During the 1990s men’s studies as an academic discipline emerged with the formation of The Men’s Studies Association (MSA) that was associated with NOMAS and the American Men’s Studies Association (AMSA). Both groups take a scholarly approach to men’s issues and masculinity and publish curricular materials for men’s studies courses. In 1993, an interdisciplinary quarterly journal named masculinities appeared with a mission to be “an interdisciplinary quarterly, dedicated to publishing high quality scholarship in the broadly defined field of gender studies, with a particular focus on men and masculinity” (Clatterbaugh, p. 44). A second publication, The Journal of Men’s Studies, which “publish(es) scholarly material in the field of men’s studies, recognizing the varied influences of class, culture, race, and sexual orientation on defining men’s experiences” (Clatterbaugh, p. 44) appeared.
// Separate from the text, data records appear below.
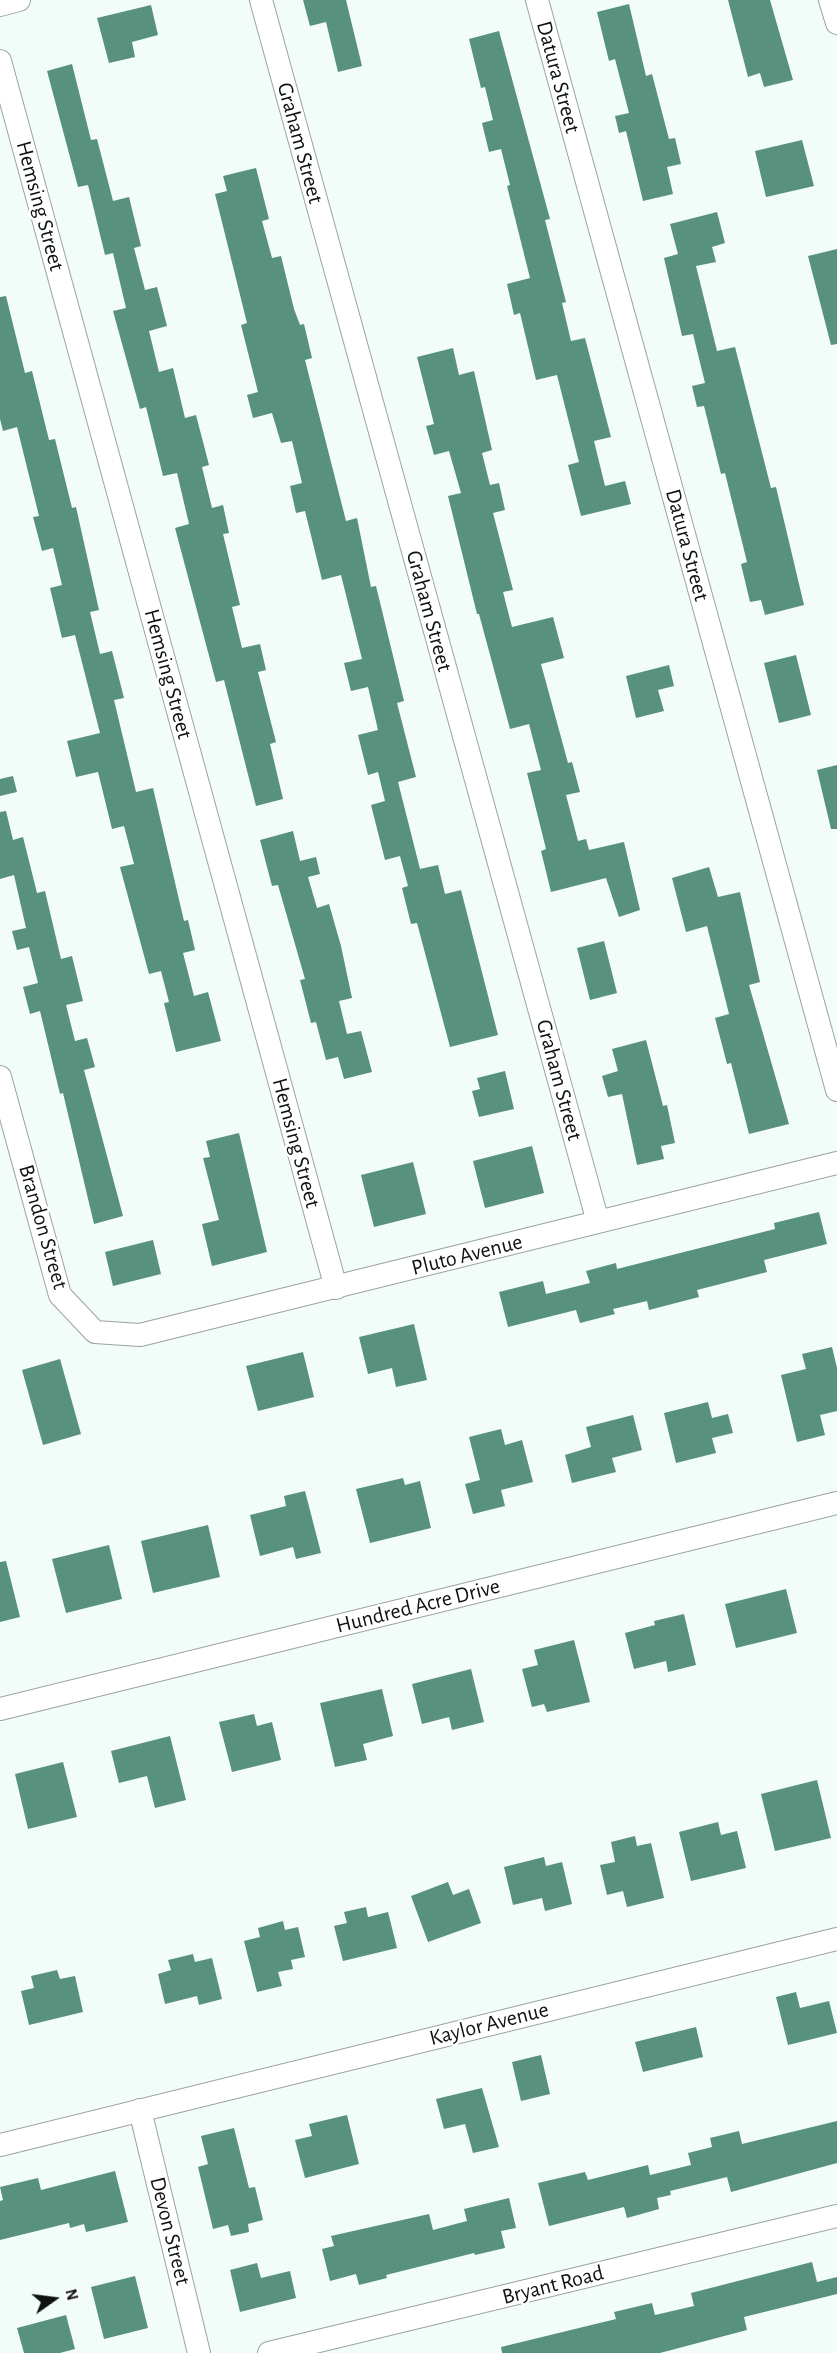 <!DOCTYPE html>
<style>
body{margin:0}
#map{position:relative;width:837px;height:2353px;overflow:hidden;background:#f2fcf8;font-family:"Alegreya Sans",sans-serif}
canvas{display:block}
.north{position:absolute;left:24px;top:2269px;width:60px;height:60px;-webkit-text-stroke:4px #fff;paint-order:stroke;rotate:76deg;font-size:16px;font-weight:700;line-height:24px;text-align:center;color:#0e1210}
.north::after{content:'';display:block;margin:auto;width:21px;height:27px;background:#0e1210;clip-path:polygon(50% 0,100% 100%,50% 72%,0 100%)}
</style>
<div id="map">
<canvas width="837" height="2353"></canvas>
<div class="north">N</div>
</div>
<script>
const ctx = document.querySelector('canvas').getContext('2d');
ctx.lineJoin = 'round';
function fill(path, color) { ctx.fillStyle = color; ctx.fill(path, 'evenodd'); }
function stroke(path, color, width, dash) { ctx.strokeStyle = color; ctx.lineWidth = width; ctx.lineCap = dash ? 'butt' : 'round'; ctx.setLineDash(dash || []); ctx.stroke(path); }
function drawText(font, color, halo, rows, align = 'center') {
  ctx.font = font + ' "Alegreya Sans",sans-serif'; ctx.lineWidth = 5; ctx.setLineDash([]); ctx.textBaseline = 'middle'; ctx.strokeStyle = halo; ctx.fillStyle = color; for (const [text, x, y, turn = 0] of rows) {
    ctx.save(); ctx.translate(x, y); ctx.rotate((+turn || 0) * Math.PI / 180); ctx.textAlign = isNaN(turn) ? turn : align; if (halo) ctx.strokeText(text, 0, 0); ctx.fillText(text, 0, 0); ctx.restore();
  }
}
fill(new Path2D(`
 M303,0H346L362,66L338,72L326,22L310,26Z
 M728,0H770L793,80L764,87L760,73L748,77Z
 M629,4L646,76L652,74L669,139L675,138L681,164L667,167L673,194L643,201L626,131L619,133L615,116L629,113L615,59L609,61L597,12Z
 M151,5L158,35L132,42L135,57L109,63L97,18Z
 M499,31L550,219L545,220L566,302L562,303L571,341L585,338L611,437L594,441L605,486L625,481L631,504L581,516L568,465L579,462L557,375L536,380L520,313L514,315L507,284L530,278L507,186L510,185L501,149L489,152L482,123L493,120L485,87L481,88L469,39Z
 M72,64L91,140L97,139L113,201L129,197L141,246L134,248L145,290L157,287L167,326L149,331L159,372L173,368L185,418L196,415L209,465L202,467L212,508L223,505L229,533L223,534L240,605L232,607L242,648L260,644L266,670L258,672L276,742L270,744L283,799L256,806L224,680L216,682L175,528L189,524L177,473L163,476L146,407L140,409L113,311L126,308L113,253L105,255L88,185L78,187L47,71Z
 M802,140L814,186L766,197L755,151Z
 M256,168L269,219L262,221L272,258L281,256L294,309L300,325L304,324L312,358L305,360L346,521L357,518L371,587L376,586L404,701L397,703L416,777L398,782L420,869L438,865L445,894L461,890L498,1035L450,1047L417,923L411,924L402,888L408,886L400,856L385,860L371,805L385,801L378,772L368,775L358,735L378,730L368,687L351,691L344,663L362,659L341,575L322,580L305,511L296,513L290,486L302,483L292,441L281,443L272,413L253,418L247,395L258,392L241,325L247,323L215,194L227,191L223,176Z
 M717,212L725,243L712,247L716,262L696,266L717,351L735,347L771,488L776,487L804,605L765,615L761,600L750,602L741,564L747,562L725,473L721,474L704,406L697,407L692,386L705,383L693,334L682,336L664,258L678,254L670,224Z
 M837,249V344L831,345L808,256Z
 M6,296L25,373L32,371L49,440L55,439L72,508L76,507L99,610L90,612L100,654L112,651L124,698L114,700L136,792L153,788L184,921L188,920L195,950L183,953L194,996L208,992L221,1041L176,1052L164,1003L169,1002L161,971L149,974L120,867L134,864L124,826L112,829L98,772L76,777L67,741L100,733L75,635L62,638L50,588L62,585L53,548L42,551L33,517L39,516L17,427L3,431L0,419V297Z
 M453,348L459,375L474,371L492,450L482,453L490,485L499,483L505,510L493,513L513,590L503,592L512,627L553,617L564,658L541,664L568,763L572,762L580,792L566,795L578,841L586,839L589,850L624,842L640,910L619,917L606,878L551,892L541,851L546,849L527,773L541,770L529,724L510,729L479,614H477L448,496L461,493L449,451L434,455L426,426L434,424L417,357Z
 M796,655L811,715L779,723L764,663Z
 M669,665L674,686L658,690L664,711L636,718L626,676Z
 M837,765V829H831L817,770Z
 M13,776L17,792L0,796V779Z
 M6,811L13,840L23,837L37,893L45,891L61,959L72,956L83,1001L66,1005L75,1041L87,1038L95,1067L84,1070L123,1216L94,1224L63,1093L60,1094L40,1011L30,1014L23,987L38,983L29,947L17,950L12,931L26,928L14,875L0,879V812Z
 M293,831L300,861L316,857L320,874L308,877L317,908L329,904L341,946L352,998L339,1001L347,1034L361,1031L372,1072L344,1079L338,1057L326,1060L316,1022L311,1023L300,980L305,979L278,885L272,886L260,840Z
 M709,867L718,897L740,892L760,982L749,985L789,1124L749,1134L731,1063L727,1064L715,1018L729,1014L707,926L686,932L672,878Z
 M604,941L617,993L590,1000L577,948Z
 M646,1040L663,1106L667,1105L675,1143L661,1146L664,1159L637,1165L622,1094L608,1097L602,1076L618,1071L612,1049Z
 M505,1071L514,1109L479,1117L472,1091L480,1089L477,1078Z
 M239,1133L267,1252L212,1266L202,1224L219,1220L203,1158L210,1157L206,1141Z
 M532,1146L544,1193L485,1208L473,1161Z
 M413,1162L426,1214L374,1227L361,1175Z
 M819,1212L827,1244L764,1260L767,1272L697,1290L699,1297L649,1310L647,1301L613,1309L615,1314L580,1323L576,1310L508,1327L499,1292L543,1281L546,1294L590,1283L586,1271L616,1263L617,1269L775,1229L774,1223Z
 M153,1240L161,1274L113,1286L105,1252Z
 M414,1324L427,1380L396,1387L392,1368L368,1374L359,1337Z
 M832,1347L837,1368V1411L820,1415L825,1435L797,1442L781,1375L806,1369L802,1354Z
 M303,1352L314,1397L258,1411L246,1366Z
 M60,1359L81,1434L43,1445L22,1370Z
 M708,1402L712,1418L728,1414L733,1433L712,1438L716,1453L676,1463L664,1413Z
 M633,1415L642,1450L612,1458L616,1472L572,1483L565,1455L591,1447L586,1427Z
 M501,1429L505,1445L522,1440L533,1482L501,1490L505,1506L473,1514L465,1484L480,1480L469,1437Z
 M403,1478L405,1485L420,1481L431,1528L370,1543L356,1489Z
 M305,1491L321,1553L296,1559L293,1547L260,1556L250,1515L286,1506L284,1496Z
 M208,1525L220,1577L153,1593L141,1541Z
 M109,1545L122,1599L66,1613L52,1559Z
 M6,1561L20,1617L0,1622V1562Z
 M786,1589L797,1633L736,1648L725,1604Z
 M684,1614L696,1665L668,1672L666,1661L634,1669L625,1633L655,1625L654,1621Z
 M574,1640L590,1702L547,1712L544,1704L532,1707L522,1669L538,1665L534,1650Z
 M471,1669L484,1722L452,1730L449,1717L422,1724L412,1684Z
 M382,1689L393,1736L363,1744L367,1760L335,1767L320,1703Z
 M254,1714L257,1726L272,1722L281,1760L232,1772L219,1722Z
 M170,1736L186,1800L155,1808L147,1776L119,1783L111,1751Z
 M63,1762L77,1817L28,1829L15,1774Z
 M817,1780L831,1838L775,1851L761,1794Z
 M718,1822L721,1835L737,1831L746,1868L691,1881L679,1832Z
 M635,1836L637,1846L651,1843L664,1898L627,1907L623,1891L607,1895L600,1865L615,1862L611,1842Z
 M544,1857L546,1866L562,1862L572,1904L545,1911L542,1898L513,1905L504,1867Z
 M448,1882L453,1895L469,1889L481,1923L428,1942L411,1896Z
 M366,1907L368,1917L388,1912L397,1948L343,1961L334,1926L347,1923L344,1912Z
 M283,1921L285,1930L298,1927L305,1957L291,1960L293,1969L278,1972L282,1986L257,1992L244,1941L260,1937L258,1928Z
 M193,1954L195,1962L212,1958L222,1999L199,2005L197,1996L165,2004L158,1974L171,1970L168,1960Z
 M57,1970L60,1979L75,1976L83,2012L29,2025L21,1991L34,1988L31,1976Z
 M796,1992L800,2008L829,2001L837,2033L788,2045L776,1997Z
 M696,2027L703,2057L643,2072L635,2042Z
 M541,2055L550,2094L521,2101L512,2062Z
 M482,2088L499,2147L473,2153L465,2124L444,2129L436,2099Z
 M347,2115L359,2164L305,2178L295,2140L312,2136L309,2124Z
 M837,2121V2163L731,2192L727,2177L670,2191L671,2195L657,2198L659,2209L627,2218L624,2207L549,2226L538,2183L585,2172L588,2180L648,2165L650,2175L691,2165L688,2153L712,2147L710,2138L739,2131L742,2144Z
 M234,2128L249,2188L255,2187L263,2220L248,2224L249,2232L231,2236L228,2225L213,2229L198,2167L208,2164L201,2136Z
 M115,2171L128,2222L86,2232L84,2224L70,2228L69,2223L0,2240V2201L3,2200L0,2187L38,2178L41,2190Z
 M509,2198L516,2228L501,2231L505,2248L475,2255L474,2253L386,2275L387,2278L359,2285L356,2274L330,2281L322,2249L334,2246L331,2236L429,2214L433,2230L467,2221L464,2209Z
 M812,2262L817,2282L837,2277V2294L744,2317L747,2330L660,2353H502L501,2347L616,2319L614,2312L652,2303L655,2315L694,2306L691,2293Z
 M257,2263L261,2278L290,2271L296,2298L240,2312L230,2270Z
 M135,2276L148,2328L104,2339L91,2287Z
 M66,2315L75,2349L60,2353H24L17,2328Z`), '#58917d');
const street = new Path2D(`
 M261,0L598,1222
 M537,0L837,1090
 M830,0L837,23
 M0,5L19,0
 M0,61L336,1288
 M0,1077L60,1295L95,1332L140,1335L837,1163
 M0,1709L837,1503
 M140,2110L199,2353
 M0,2145L837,1939
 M269,2353L837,2216`);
stroke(street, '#9aa39f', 24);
stroke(street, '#fff', 22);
drawText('22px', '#0e1210', '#fff', [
 ["Datura Street",558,77,75],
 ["Graham Street",300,143,75],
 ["Hemsing Street",40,206,75],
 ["Datura Street",687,545,75],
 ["Graham Street",429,611,75],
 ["Hemsing Street",168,674,75],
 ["Graham Street",559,1080,75],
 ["Hemsing Street",296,1143,75],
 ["Brandon Street",43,1227,74],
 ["Pluto Avenue",467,1255,-14],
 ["Hundred Acre Drive",418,1606,-14],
 ["Kaylor Avenue",489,2024,-14],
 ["Devon Street",170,2231,76],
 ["Bryant Road",553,2285,-14]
]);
</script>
The profeminist men’s perspective rejects the moral and biological conservative perspective, arguing that masculinity is a cultural construct and not biologically determined. Furthermore, the profeminist perspective criticizes the traditional family as an institution highly valued by the moral conservatives because it continues to oppress women by locking them into prescribed housewife and caregiver roles and because it harms men’s abilities to be caring, loving partners to women (Clatterbaugh, p. 66).
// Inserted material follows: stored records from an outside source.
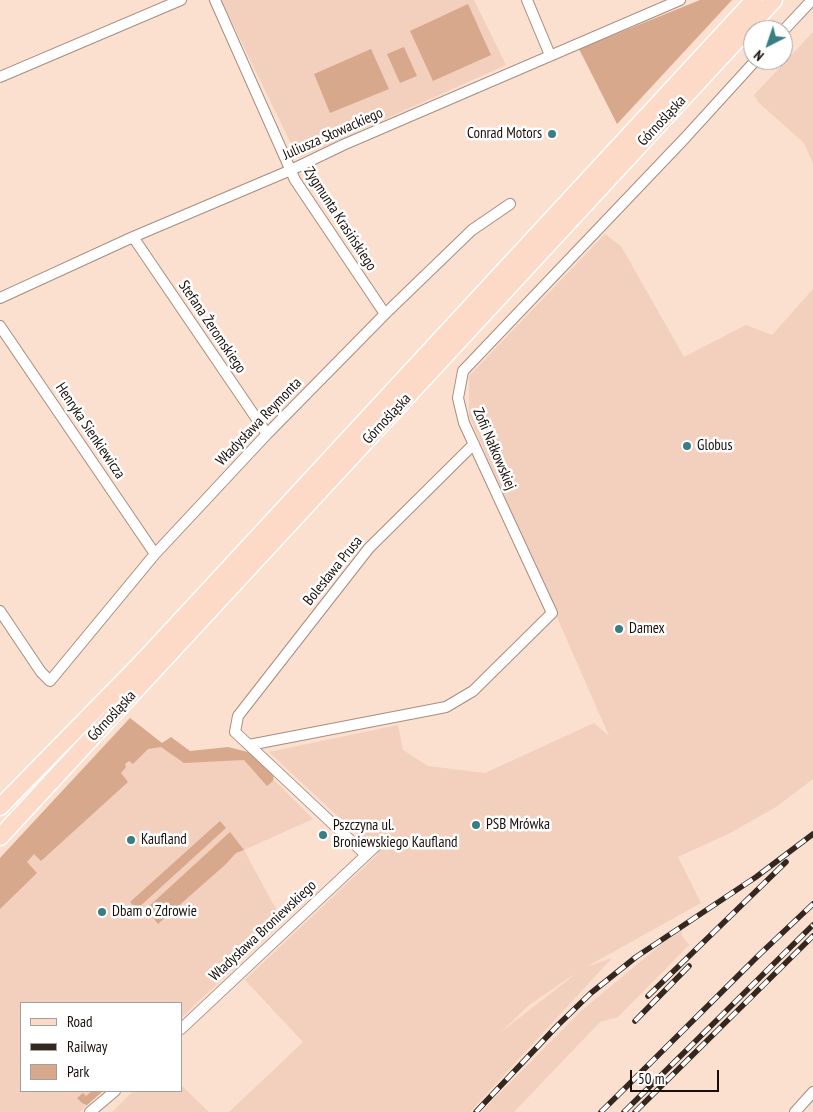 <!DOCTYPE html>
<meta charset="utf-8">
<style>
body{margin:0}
#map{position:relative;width:813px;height:1112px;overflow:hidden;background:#fbdfcf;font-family:"PT Sans Narrow",sans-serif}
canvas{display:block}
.legend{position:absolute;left:20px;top:1002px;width:162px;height:90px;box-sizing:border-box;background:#fff;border:1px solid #a39f9d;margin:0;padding:6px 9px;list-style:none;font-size:15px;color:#190f0a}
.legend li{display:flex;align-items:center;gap:10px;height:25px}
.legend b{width:25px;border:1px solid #a39f9d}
.north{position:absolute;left:743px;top:20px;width:50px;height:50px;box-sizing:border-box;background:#fff;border:1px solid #a39f9d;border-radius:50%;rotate:221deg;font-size:14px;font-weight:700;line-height:20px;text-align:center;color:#190f0a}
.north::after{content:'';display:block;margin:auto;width:18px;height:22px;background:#377f83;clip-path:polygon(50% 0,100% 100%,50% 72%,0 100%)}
.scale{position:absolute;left:630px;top:1070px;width:89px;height:22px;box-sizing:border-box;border:2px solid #190f0a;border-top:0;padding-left:6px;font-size:15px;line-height:18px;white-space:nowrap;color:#190f0a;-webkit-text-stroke:4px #fff;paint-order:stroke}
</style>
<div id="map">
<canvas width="813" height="1112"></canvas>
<ul class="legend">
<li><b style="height:6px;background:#fddac7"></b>Road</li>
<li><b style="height:6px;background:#332720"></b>Railway</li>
<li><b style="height:14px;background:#d8a88c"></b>Park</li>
</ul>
<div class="north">N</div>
<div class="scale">50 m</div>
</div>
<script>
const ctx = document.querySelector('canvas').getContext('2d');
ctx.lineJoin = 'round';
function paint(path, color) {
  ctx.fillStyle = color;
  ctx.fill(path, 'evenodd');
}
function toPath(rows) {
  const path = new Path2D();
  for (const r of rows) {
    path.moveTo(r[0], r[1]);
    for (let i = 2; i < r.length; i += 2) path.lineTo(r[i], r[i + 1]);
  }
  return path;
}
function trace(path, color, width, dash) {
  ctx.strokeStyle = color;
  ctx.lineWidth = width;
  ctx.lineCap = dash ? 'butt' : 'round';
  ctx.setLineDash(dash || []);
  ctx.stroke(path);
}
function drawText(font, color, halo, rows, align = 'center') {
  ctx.font = font + ' "PT Sans Narrow",sans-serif';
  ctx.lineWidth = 5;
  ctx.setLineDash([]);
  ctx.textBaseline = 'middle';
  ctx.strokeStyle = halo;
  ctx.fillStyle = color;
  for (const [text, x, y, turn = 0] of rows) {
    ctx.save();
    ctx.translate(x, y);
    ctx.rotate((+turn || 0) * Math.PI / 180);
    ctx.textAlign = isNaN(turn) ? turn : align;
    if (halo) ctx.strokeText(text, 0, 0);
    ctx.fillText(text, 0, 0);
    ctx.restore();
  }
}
paint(toPath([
 [221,0,474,0,506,65,298,158],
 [813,32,813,164,804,143,758,102,754,95],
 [605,234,621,246,684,357,746,325,772,335,813,289,813,779,776,807,730,833,678,857,701,903,586,967,612,958,470,1112,229,1112,303,1042,245,980,378,854,269,752,398,725,403,750,428,766,485,773,594,723,609,736,469,416,469,376],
 [573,975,573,976,500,1033,529,1005],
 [130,718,162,743,186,759,249,755,313,819,244,850,283,922,181,1018,181,1003,21,1003,21,1091,103,1091,80,1112,0,1112,0,858],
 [681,928,682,936,689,945,618,1017,600,1022,514,1112,481,1112,581,1011],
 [181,1085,209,1112,112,1112,133,1091,181,1091]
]), '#f3d0bd');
paint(toPath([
 [700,0,732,0,617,124,579,49],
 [468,4,491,55,433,81,410,31],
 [404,47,417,76,400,83,387,54],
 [371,49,389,89,330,113,314,74],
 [130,718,162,743,171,737,190,751,228,747,248,752,274,773,273,781,267,786,244,760,184,763,161,747,148,749,133,764,129,761,125,764,126,767,121,773,128,782,41,861,34,854,27,862,37,873,0,909,0,858],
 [220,821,226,828,137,909,130,902],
 [230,832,244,850,236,853,226,864,158,924,146,909],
 [92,1091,103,1091,87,1105,82,1103,77,1098,83,1093,86,1096]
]), '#d8a88c');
const street = toPath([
 [215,0,295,180,385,314],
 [527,0,550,55],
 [783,31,812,0],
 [0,77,181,0],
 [133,237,267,434],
 [0,298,133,237,291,170,343,145,680,0],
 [0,326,155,554],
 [0,611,41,672,50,681,155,554,267,434,385,314,472,230,510,204],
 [249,745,446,707,473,691,552,613,464,423,458,398,463,371,685,138,756,60],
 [366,855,235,732,238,716,369,548,474,444],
 [181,1029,380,842],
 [90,1112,115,1091],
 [795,1112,813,1092]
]);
const primary = toPath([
 [0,807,142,662,205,594,754,0],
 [0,837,774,0]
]);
trace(street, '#a78d7f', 12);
trace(primary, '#fff', 19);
trace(street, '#fff', 10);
trace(primary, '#fddac7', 16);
const rail = toPath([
 [648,996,786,862],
 [635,1021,689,966],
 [476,1112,557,1026,591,993,636,957,756,877,813,834],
 [601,1112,760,954,813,904],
 [624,1112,813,925],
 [635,1112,813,936]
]);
trace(rail, '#332720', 5.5);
trace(rail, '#fff', 4, [11]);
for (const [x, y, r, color] of [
 [552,134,5,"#377f83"],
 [687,446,5,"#377f83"],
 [619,629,5,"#377f83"],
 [476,825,5,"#377f83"],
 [323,835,5,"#377f83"],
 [131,840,5,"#377f83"],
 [102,912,5,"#377f83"]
]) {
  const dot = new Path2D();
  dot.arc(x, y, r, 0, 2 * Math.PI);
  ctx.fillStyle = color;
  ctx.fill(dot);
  trace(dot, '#fff', 2);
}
drawText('15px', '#190f0a', '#fff', [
 ["Górnośląska",662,121,-47],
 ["Juliusza Słowackiego",333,134,-24],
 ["Zygmunta Krasińskiego",340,219,57],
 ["Stefana Żeromskiego",212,327,56],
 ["Górnośląska",387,419,-47],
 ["Władysława Reymonta",259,422,-46],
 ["Henryka Sienkiewicza",90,431,56],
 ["Zofii Nałkowskiej",494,449,67],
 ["Bolesława Prusa",333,571,-51],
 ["Górnośląska",112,716,-47],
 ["Władysława Broniewskiego",263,931,-43]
]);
drawText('15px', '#190f0a', '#fff', [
 ["Conrad Motors",542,134,"right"],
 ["Globus",697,446],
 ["Damex",629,629],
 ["PSB Mrówka",486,825],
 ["Pszczyna ul.",333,826],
 ["Broniewskiego Kaufland",333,843],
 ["Kaufland",141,840],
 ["Dbam o Zdrowie",112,912]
], 'left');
</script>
The earliest documented group that prefigures the men’s rights position is the United States Divorce Reform, founded in Sacramento, California, by Ruben Kidd and George Partis in 1960 (Williamson, 1997, The Father’s Rights Movement and the Development of a “Generalist” Outlook, paragraph 1). An early attempt to form a national men’s movement, it soon had chapters in several states. The mission of the organization was to create a law in California establishing family arbitration centers, thereby removing divorce from the adversarial legal system (Williamson, 1997, The Father’s Rights Movement and the Development of a “Generalist” Outlook, paragraph 10). The men’s rights perspective emerged in the late 1970s with the merger of the father’s rights movement and the men’s rights political movement.